What to do:
Lift every line from the entries that includes the word "Аймусин".

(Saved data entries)
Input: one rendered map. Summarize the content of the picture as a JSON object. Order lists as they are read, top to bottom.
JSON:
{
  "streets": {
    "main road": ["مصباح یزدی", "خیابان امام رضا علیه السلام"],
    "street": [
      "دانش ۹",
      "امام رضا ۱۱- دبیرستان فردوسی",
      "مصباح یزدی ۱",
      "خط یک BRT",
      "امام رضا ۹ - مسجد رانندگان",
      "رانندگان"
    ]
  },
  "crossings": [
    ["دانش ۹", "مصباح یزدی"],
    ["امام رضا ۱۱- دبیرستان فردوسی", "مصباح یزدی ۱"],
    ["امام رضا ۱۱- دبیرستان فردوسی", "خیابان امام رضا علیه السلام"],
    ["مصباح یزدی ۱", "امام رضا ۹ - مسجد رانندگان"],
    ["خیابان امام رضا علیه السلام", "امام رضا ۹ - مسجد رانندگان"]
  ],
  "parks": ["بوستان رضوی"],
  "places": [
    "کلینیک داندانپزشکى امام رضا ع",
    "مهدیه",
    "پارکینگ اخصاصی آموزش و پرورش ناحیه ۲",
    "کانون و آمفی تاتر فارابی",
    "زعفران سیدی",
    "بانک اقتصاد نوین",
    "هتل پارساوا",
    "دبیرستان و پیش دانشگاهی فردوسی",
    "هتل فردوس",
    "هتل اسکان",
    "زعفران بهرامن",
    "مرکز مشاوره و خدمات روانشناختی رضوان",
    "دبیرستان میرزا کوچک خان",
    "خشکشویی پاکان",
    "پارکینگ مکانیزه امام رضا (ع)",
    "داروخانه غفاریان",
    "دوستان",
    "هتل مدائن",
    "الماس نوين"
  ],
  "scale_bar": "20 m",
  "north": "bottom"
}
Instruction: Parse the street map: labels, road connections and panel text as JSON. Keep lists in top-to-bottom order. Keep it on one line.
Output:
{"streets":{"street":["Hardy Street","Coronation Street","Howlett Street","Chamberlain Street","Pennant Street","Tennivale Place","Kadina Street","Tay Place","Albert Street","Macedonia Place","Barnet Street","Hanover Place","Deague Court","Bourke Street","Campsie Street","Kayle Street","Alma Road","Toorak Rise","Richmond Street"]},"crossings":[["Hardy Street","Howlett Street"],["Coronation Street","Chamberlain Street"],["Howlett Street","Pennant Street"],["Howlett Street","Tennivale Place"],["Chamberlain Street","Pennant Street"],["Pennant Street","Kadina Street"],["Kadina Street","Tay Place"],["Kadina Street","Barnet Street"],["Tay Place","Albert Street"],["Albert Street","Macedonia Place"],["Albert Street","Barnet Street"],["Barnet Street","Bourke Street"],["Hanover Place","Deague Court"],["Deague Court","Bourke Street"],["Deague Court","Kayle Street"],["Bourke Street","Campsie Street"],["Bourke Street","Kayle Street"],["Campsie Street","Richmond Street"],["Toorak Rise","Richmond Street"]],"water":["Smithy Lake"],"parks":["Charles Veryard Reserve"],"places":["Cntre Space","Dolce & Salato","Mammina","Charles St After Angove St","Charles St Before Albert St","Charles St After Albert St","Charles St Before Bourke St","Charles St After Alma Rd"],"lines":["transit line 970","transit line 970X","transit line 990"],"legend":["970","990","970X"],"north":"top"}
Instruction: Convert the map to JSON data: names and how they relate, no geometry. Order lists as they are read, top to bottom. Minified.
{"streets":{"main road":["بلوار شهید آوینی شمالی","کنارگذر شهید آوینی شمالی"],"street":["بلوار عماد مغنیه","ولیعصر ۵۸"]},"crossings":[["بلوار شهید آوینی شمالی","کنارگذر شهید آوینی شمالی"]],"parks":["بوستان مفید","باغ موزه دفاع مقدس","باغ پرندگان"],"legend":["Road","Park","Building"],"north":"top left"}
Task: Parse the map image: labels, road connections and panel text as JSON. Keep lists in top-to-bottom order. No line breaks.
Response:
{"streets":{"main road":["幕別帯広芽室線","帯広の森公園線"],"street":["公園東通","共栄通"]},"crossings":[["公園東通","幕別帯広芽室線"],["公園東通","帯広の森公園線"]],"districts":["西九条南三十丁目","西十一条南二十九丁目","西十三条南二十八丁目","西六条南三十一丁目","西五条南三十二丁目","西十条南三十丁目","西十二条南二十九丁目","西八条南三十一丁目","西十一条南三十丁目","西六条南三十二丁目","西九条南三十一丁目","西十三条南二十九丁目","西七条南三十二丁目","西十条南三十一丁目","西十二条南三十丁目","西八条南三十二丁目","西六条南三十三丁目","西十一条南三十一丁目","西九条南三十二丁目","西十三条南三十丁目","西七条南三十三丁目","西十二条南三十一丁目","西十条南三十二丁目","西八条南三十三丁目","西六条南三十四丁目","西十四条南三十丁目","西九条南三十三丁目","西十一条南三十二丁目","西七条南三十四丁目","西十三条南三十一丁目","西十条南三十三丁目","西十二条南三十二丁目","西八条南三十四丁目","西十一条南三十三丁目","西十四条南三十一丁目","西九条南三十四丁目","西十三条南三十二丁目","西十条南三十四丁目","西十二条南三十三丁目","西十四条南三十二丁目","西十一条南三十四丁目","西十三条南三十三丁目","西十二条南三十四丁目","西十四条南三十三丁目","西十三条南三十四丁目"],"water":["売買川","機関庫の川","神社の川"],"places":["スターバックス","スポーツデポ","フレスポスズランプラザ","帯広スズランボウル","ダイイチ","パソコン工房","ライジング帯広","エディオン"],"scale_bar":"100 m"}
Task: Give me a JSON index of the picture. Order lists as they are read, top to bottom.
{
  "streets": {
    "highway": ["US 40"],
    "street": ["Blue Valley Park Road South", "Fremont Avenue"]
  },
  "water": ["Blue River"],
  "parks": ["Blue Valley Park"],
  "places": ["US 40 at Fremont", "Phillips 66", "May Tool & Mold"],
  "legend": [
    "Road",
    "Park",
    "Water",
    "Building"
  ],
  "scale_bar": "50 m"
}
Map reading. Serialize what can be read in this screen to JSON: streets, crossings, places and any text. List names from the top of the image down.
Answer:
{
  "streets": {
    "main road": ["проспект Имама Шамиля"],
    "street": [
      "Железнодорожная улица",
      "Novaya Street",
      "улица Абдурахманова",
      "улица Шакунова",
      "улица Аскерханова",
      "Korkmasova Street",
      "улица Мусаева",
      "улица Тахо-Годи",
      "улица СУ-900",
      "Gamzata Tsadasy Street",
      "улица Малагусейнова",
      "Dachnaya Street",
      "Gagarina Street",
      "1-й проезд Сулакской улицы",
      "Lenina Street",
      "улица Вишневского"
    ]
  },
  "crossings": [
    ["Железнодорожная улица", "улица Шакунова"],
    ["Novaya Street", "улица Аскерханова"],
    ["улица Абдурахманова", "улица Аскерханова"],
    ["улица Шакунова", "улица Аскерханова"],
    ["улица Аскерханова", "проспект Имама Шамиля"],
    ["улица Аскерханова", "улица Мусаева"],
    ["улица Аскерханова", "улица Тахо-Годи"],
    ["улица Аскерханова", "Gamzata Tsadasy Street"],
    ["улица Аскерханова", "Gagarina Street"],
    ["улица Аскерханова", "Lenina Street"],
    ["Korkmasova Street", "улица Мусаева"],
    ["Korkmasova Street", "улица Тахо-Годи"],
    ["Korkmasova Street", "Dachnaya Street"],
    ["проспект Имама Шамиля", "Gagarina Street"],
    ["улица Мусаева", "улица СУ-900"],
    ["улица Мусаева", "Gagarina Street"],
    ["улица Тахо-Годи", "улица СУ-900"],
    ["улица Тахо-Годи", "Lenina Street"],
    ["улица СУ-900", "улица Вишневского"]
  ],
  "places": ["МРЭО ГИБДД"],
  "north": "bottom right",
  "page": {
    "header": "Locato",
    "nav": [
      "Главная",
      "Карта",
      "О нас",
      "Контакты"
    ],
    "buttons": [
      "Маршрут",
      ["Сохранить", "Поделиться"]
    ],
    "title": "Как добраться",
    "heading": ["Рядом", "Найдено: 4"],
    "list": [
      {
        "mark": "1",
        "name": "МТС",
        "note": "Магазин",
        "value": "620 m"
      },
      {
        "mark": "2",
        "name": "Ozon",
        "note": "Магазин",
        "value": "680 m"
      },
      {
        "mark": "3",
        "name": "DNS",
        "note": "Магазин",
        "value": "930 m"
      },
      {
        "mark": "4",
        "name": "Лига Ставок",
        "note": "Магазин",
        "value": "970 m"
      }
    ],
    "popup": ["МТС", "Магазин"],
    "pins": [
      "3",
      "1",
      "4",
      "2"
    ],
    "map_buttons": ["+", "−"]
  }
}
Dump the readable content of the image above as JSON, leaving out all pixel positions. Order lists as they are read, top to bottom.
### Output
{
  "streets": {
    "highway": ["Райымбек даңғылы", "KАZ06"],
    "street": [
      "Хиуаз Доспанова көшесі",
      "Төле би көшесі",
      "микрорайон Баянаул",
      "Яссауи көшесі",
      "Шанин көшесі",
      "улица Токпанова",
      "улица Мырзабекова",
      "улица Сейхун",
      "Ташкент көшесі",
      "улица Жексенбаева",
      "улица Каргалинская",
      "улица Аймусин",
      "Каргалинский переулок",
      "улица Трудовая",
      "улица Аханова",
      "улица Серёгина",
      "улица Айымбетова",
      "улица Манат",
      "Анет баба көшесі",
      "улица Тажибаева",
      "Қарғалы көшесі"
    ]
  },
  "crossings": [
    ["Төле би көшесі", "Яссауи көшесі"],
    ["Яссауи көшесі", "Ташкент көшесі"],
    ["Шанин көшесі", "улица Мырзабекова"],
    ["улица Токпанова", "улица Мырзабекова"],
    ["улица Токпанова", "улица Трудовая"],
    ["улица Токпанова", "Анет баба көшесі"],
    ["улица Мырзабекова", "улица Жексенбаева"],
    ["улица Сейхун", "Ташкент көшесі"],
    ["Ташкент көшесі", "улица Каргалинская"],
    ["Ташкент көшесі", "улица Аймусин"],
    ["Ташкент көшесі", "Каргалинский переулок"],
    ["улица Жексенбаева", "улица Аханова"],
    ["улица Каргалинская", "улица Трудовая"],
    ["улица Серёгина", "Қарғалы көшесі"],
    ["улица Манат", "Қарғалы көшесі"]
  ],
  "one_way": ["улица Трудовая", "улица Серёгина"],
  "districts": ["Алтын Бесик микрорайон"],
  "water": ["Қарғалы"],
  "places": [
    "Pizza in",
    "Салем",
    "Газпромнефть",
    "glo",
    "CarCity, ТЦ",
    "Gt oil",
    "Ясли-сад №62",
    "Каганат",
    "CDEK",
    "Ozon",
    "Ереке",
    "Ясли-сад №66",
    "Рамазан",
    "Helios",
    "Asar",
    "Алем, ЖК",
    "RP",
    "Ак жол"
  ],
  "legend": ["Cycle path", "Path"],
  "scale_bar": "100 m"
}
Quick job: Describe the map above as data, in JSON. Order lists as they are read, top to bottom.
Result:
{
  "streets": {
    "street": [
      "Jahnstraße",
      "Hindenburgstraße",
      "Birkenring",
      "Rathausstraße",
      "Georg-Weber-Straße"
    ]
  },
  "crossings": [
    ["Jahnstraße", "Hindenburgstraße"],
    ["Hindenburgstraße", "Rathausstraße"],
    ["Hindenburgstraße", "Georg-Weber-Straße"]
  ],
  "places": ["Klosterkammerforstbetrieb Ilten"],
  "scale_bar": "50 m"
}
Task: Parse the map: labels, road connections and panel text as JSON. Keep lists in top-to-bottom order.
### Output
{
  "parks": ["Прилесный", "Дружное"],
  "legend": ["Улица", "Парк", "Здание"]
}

Problem solution:
      "улица Аймусин",
    ["Ташкент көшесі", "улица Аймусин"],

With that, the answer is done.